At that point, my mixed hopes for Cruella plummeted. It seemed like they were going to use her mother’s murder at the hands – or paws – of three dogs as the catalyst for Cruella’s hatred for dalmatians and her desire to skin them. Thankfully, they do not. While a plot MacGuffin requires her to kidnap dalmatians at one point, she does not blame them personally for her mother’s demise. She blames herself, first and foremost, and then when she discovers who blew the dog whistle, she blames the blower. Cruella’s black and white colour scheme comes not from any connection to the dalmatians at all, but from her half white, half black hair – a condition she was born with.
No official marketing for the movie ever said ‘Cruella but Joker’, though the trailer clearly courted it. That might have meant the movie got mercilessly memed upon, but it also piqued a lot of folks’ interests – I know, because it piqued mine. In the end, that’s not really what Cruella is. She’s a bit mean and loses her way throughout the film, but she’s never evil. This isn’t the origin story of a monster. It’s Birds of Prey meets Oliver Twist by way of The Devil Wears Prada with a London punk soundtrack. It leans into its own campy vibes and wants, more than anything else, to be a spectacle. The stories are true, the Cruella Joker movie does start with Cruella’s mother being killed by dalmatians – but it’s not like you think.

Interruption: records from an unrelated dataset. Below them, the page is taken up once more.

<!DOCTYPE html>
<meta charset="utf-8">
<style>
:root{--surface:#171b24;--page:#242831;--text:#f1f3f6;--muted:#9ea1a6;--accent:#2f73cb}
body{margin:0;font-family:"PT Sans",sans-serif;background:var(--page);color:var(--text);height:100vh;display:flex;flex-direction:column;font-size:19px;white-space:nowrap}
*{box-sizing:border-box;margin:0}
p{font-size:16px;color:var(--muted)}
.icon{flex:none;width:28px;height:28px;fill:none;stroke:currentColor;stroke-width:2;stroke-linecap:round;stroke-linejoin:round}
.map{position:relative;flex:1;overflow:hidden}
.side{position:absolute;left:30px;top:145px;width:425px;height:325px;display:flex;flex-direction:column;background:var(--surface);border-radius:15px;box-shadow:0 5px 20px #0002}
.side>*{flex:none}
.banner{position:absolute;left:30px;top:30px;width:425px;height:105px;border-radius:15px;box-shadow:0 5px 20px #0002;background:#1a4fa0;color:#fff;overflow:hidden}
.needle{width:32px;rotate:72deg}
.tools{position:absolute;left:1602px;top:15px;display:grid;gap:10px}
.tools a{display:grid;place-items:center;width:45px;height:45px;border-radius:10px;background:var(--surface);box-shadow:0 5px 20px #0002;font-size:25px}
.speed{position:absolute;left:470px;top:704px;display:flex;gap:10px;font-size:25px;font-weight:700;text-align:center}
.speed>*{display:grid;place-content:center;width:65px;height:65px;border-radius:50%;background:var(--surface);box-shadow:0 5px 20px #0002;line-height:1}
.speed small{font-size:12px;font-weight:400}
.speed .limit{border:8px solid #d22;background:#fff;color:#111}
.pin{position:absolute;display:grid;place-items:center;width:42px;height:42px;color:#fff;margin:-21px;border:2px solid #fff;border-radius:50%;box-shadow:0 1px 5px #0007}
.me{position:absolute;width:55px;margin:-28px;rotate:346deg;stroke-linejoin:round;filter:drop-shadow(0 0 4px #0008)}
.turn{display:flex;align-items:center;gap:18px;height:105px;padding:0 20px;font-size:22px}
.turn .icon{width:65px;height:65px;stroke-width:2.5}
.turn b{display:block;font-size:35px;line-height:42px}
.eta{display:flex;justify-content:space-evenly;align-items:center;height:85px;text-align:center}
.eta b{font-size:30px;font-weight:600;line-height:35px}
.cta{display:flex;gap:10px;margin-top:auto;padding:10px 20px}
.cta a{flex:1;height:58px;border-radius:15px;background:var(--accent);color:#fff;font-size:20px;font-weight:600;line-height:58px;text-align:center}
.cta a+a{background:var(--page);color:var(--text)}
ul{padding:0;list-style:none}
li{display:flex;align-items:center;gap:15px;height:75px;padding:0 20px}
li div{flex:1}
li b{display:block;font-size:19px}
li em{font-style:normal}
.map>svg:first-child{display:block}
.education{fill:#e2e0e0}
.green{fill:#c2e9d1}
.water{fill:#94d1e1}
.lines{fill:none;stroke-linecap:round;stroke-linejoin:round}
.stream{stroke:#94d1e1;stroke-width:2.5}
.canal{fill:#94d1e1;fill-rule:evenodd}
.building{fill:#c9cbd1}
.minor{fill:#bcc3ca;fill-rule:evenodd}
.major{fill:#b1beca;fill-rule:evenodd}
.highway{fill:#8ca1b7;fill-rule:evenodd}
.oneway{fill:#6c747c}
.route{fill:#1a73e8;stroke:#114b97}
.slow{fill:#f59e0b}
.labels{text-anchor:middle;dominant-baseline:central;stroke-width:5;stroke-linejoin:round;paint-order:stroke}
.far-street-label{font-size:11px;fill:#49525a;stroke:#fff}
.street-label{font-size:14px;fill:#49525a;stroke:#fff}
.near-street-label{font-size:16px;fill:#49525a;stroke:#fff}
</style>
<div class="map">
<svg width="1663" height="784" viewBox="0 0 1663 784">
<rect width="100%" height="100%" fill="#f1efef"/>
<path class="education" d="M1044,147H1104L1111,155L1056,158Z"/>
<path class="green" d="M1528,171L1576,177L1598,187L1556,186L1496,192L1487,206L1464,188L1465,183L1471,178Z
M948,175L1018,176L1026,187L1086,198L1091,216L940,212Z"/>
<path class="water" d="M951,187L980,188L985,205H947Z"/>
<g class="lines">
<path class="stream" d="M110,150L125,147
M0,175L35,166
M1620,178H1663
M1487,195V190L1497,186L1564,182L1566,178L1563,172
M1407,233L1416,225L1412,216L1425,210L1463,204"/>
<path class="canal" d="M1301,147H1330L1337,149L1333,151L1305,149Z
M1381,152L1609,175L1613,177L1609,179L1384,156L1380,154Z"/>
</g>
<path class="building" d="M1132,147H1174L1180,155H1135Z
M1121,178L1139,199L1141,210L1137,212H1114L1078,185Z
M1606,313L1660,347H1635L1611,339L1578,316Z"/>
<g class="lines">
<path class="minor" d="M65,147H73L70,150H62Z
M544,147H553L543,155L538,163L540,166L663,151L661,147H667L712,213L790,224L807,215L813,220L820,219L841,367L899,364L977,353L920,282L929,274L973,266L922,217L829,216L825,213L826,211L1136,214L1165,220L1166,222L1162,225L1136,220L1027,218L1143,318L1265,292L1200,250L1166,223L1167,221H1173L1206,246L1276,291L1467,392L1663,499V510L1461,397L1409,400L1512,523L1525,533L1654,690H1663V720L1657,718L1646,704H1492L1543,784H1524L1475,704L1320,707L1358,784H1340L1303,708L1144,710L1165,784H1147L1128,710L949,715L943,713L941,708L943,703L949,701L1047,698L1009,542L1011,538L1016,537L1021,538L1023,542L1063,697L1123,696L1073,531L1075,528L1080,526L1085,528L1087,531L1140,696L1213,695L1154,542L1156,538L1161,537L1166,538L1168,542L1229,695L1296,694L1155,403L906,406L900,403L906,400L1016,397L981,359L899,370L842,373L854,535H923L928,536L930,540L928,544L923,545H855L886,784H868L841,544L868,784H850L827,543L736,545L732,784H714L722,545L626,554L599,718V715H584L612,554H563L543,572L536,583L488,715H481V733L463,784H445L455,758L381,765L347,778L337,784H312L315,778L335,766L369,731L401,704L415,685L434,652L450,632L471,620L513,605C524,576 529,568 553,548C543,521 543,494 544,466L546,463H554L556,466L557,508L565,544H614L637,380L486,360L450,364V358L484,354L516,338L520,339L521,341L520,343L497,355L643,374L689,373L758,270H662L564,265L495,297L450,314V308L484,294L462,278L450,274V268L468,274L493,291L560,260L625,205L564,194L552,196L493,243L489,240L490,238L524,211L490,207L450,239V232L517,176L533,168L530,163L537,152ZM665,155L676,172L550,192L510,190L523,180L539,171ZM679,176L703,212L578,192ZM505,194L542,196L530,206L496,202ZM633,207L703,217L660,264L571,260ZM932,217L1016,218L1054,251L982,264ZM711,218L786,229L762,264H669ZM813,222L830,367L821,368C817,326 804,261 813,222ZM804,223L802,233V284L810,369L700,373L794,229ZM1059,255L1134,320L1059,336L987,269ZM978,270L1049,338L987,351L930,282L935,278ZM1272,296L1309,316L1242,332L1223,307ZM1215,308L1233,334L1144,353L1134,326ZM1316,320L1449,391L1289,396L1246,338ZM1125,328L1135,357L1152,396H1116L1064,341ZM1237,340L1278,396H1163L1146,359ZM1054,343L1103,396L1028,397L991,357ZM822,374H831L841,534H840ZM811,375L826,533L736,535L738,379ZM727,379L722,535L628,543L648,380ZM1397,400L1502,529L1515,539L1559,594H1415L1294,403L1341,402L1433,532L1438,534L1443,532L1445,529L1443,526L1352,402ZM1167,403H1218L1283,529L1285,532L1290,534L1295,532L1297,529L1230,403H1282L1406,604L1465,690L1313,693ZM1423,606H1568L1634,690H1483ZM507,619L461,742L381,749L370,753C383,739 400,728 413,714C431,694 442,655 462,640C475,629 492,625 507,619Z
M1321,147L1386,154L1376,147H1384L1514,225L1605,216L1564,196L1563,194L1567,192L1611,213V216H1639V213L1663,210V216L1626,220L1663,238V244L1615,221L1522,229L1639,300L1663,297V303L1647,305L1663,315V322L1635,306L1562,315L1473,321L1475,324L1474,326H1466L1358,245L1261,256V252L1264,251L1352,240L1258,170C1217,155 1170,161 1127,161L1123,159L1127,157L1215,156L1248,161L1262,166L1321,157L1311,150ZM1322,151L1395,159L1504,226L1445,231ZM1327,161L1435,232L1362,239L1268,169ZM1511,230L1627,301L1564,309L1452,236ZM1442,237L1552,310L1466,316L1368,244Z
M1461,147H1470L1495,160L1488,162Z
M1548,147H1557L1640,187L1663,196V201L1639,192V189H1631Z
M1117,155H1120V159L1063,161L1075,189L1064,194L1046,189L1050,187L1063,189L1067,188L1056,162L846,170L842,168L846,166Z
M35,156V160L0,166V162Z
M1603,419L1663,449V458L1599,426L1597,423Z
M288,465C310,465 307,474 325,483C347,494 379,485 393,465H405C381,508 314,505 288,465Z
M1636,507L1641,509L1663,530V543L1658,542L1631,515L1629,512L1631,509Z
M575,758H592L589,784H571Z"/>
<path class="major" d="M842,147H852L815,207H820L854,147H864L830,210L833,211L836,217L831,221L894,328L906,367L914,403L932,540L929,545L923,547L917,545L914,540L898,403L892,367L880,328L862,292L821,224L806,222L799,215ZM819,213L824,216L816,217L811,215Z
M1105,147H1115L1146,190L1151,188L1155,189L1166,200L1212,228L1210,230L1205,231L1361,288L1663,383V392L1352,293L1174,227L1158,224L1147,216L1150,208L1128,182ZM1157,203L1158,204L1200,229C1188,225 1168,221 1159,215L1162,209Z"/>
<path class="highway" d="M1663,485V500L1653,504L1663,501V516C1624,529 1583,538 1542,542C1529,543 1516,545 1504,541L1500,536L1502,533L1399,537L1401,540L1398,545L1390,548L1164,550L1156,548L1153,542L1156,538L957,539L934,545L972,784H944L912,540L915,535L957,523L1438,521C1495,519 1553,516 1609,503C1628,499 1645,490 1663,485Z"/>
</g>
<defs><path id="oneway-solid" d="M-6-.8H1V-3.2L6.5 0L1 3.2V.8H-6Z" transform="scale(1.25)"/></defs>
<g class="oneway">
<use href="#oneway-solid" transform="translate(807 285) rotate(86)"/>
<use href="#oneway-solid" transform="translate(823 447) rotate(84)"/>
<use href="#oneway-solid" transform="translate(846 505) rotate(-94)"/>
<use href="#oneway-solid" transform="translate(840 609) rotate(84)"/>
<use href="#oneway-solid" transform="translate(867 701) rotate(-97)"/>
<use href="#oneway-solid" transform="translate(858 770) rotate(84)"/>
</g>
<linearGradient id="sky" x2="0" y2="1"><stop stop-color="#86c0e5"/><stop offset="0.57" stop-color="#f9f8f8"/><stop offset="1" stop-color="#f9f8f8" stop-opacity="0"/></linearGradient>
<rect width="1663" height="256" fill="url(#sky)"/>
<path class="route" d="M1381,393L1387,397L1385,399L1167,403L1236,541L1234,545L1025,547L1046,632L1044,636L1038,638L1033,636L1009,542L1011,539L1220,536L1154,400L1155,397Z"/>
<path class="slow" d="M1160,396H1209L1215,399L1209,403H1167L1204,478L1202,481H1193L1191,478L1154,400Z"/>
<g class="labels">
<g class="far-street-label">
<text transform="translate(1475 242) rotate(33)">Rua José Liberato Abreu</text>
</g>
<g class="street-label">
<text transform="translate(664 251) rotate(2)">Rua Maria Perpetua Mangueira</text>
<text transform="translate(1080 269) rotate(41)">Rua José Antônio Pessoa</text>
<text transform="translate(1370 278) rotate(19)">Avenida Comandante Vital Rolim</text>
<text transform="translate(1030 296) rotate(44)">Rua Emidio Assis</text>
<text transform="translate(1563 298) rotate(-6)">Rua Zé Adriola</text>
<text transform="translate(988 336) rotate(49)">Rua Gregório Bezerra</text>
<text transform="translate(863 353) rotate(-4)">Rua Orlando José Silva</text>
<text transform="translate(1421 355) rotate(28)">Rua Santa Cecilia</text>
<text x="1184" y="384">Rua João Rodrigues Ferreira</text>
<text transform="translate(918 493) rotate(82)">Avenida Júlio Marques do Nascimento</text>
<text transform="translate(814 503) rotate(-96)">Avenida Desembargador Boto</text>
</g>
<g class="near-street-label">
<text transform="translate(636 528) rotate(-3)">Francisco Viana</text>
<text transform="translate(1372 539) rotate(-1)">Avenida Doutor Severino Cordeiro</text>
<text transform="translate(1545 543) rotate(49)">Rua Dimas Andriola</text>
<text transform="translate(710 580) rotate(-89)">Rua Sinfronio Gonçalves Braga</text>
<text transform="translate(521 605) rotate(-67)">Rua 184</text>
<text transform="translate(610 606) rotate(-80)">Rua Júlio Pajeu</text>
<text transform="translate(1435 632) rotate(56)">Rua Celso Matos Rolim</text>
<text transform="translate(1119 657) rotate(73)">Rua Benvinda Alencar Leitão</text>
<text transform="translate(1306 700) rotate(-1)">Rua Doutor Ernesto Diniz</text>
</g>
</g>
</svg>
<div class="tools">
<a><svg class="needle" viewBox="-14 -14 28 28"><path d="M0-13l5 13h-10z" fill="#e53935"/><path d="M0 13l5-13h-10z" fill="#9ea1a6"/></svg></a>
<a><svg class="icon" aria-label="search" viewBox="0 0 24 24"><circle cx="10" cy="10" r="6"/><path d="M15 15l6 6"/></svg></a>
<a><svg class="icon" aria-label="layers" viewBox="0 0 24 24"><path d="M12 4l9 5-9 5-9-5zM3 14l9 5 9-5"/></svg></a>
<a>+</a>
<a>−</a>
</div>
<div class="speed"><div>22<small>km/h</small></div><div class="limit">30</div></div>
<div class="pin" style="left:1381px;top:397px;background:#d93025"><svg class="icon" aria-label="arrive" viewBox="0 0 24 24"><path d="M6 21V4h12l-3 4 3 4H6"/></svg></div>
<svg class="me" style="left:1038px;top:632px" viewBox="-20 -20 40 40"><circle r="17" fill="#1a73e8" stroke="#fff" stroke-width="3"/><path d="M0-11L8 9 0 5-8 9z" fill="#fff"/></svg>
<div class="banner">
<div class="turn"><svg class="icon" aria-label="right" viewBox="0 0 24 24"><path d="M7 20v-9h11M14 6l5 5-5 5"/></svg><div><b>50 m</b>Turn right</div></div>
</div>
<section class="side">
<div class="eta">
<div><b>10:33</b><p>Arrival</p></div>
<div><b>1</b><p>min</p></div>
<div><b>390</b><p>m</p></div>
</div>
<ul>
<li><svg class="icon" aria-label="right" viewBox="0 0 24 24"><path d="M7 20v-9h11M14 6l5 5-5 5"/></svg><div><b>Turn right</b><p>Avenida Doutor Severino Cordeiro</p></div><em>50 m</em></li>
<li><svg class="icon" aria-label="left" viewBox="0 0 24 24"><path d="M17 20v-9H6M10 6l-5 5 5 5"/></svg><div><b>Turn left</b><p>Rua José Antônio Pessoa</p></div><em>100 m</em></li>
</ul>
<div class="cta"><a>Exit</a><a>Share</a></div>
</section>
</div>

People have gone into Cruella expecting it to be the tale of the birth of a villain. That’s what Joker is, after all. In his own movie, Arthur Fleck kills several people, many times with zero cause or justification. He’s sympathetic, kind of, but there’s no doubt that he’s a bad guy. When Cruella starts with “Dalmatians killed my mother!” it seems like it’s setting up Cruella’s justification, and that’s very silly. Once you watch the whole thing though, you understand that the dalmatian mother-murder is setting up something completely different, and as daft as it is, it just about works.